Mom sighing that her “date” if it was that went okay, yet that is what I sense from her. She turns to see me spying near the hallway wall.

“What is with you spying on me?” She says as she drops her brown purse near the dining room table right near her purple nurse bag.

“Just making sure he can be trusted.” I say.

“Nick?!” She says shocked. “Nick is a good man, Caden.”

“I just feel something is not right with him.”

“Well changing subject, how was your day.” She says as she really wants me to get over dissing Nick.

“My day went well, sort of.” I say as I sit down on the couch in the living room.

“Okay, mister. Explain.” She states.

I look at her wanting to stay quiet, but that voice telling me that time was in essence and I need to talk to her plus the fact the true story about Mal and me being a Devos. I wonder does she know or is she being blinded by my father’s actions. Does she know my father was a demon? And that she helped spawn a half-demon.

“I need to tell you something, mom.” I say.

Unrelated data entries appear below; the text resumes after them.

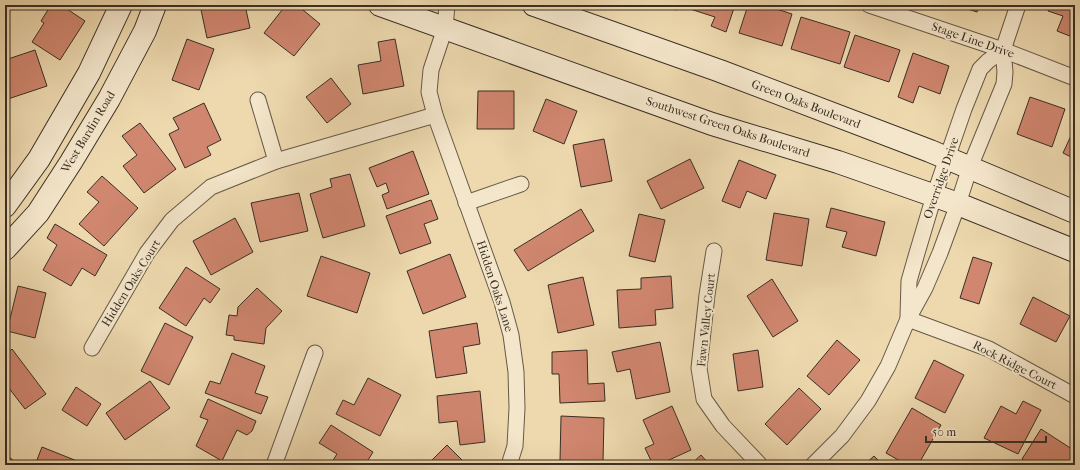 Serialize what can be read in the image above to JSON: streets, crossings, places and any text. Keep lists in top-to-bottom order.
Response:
{
  "streets": {
    "main road": ["Green Oaks Boulevard", "Southwest Green Oaks Boulevard", "West Bardin Road"],
    "street": [
      "Stage Line Drive",
      "Overridge Drive",
      "Hidden Oaks Court",
      "Hidden Oaks Lane",
      "Fawn Valley Court",
      "Rock Ridge Court"
    ]
  },
  "crossings": [
    ["Stage Line Drive", "Overridge Drive"],
    ["Green Oaks Boulevard", "Overridge Drive"],
    ["Southwest Green Oaks Boulevard", "Overridge Drive"],
    ["Southwest Green Oaks Boulevard", "Hidden Oaks Lane"],
    ["Overridge Drive", "Rock Ridge Court"],
    ["Hidden Oaks Court", "Hidden Oaks Lane"]
  ],
  "scale_bar": "50 m"
} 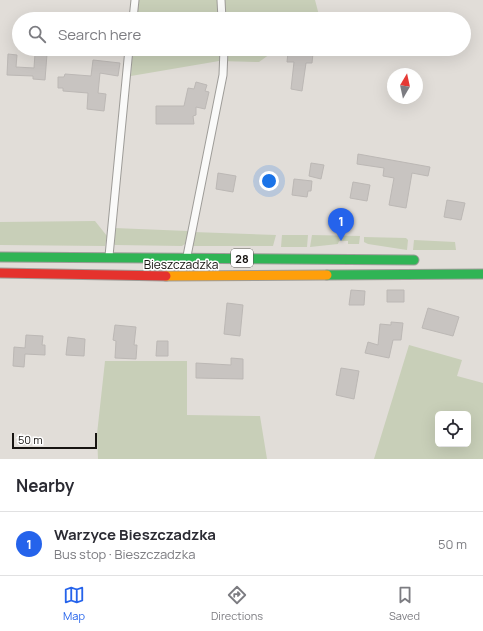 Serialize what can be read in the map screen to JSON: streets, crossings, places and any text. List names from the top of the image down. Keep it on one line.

“Okay?” She hesitantly asserts.

“You should sit. Please!” I state.

She does exactly that. “I need to be in a comfortable position, because I have no idea where this is going.” She says while she sits right near me on the couch.

I fear sort of uncertainty, so I hastily get up from the couch. As I stand up, mom is looking at me like I did something wrong like being in trouble at school or breaking something that was valuable.

“Caden, what’s wrong dear?” She says worrying about my state of mind.

“I need to know is it true?” I ask.

“True about what?” She asks back.

“About me…” I say starting to waver how should I go with what I need to say.

“Caden, what is going on?” She asks.

“That I’m a demon!” I yell.

And like a bullet from a hunting rifle just went off, everything is dead silent.  When I declare to her that I was a demon, she just stays speechless for over a minute.

“Mom?” I ask.

“A demon.” She replies.

“Unfortunately, yes.” I say.

However, I glance at her face there is no sense of dread. No sense of disgust. She just looks at me like I was telling her I found a forgotten photograph. No emotion that would suggest hatred.

“Why are you looking me like that? It’s like you heard this from before.” I say.

She gives me the same look, but when I say if she has heard it before, she put her head down kind of sighing.

“You knew?!” I say.

She looks at me with her blue eyes and gives off a chilly, fathomable answer.

“Yes son, I already know.” She says.